Jack se desabrochó la camisa y se la sacó de los pantalones.

– Hablar con Daisy -le respondió a su hermano.

– Bueno, pero no te pongas hecho una furia con ella.

– Creía que habías dicho que era una cabrona.

– Y lo es -admitió Billy-. No voy siquiera a preguntar si deseas formar parte de la vida de Nathan, porque te conozco. Sé quién eres. Sé que te sientes herido y estás furioso, y tienes todo el derecho a estarlo. Pero ella es su madre y puede hacer la maleta y llevárselo bien lejos.
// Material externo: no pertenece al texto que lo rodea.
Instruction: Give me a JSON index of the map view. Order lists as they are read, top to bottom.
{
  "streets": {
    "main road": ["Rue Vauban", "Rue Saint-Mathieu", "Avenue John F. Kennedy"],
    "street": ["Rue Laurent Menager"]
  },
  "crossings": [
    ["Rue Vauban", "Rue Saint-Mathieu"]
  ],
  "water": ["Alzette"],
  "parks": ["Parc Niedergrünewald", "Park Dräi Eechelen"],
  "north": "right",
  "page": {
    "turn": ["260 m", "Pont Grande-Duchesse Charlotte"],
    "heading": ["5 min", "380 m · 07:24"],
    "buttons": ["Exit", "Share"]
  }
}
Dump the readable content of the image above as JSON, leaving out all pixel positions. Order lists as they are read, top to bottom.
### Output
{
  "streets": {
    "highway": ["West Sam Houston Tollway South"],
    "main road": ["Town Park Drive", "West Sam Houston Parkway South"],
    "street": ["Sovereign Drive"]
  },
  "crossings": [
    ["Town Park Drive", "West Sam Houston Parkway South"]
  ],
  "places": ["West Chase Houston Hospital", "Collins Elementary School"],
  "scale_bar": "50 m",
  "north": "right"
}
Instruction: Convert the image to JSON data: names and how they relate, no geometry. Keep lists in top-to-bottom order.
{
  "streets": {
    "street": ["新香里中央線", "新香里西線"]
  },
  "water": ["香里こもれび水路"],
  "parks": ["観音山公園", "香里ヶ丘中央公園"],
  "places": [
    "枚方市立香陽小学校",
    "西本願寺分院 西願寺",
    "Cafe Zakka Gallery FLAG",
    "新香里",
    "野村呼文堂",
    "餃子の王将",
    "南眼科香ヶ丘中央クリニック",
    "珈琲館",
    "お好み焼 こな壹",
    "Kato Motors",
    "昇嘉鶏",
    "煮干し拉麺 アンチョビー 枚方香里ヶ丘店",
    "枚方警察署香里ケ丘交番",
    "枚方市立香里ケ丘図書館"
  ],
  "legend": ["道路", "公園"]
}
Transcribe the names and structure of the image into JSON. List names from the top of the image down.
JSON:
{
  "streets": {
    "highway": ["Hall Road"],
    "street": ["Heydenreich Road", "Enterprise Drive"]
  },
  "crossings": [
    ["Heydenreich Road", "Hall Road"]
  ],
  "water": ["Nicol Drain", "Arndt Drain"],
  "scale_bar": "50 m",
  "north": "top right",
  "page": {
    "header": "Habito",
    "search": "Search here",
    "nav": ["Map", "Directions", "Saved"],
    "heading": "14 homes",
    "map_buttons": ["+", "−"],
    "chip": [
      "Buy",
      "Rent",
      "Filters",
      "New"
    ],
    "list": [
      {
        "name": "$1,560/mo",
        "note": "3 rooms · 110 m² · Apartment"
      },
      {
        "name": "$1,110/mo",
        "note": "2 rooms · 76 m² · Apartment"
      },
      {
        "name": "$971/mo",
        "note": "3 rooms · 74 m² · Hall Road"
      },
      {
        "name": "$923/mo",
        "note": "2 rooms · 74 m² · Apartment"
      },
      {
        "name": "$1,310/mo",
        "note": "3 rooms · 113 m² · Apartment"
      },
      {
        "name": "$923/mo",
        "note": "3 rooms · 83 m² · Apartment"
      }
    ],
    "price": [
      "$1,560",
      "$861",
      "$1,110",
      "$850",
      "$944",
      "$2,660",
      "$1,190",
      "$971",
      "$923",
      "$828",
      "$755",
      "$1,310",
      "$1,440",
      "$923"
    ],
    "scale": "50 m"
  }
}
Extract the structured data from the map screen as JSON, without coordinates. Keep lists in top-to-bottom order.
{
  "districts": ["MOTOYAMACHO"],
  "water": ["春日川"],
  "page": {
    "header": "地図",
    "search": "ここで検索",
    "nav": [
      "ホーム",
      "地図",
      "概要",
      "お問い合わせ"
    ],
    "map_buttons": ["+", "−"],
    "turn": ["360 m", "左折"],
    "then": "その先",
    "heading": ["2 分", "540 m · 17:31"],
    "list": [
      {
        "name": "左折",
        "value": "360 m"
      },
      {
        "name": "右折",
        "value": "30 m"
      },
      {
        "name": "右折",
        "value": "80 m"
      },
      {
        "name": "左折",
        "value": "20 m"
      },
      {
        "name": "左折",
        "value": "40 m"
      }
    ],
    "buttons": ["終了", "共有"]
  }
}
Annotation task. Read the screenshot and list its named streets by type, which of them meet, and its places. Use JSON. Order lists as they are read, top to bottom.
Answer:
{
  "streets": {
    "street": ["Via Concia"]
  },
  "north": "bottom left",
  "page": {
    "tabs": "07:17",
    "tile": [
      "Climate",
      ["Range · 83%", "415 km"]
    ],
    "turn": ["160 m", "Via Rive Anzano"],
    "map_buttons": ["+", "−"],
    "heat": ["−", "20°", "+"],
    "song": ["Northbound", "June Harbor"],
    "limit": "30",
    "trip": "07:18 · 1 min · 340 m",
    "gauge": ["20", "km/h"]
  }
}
Durante años había cerrado sus recuerdos con doble llave. Había levantado una muralla alrededor de su dolor y su ira. Desde que Daisy había vuelto todo se le había ido de las manos. Pero nada igualaba lo que acababa de ocurrir esa mañana. Esa mañana la muralla había quedado reducida a cenizas.

– Jack, prométeme que no te pondrás como un energúmeno -le rogó Billy.

Jack no tenía la intención de prometer absolutamente nada.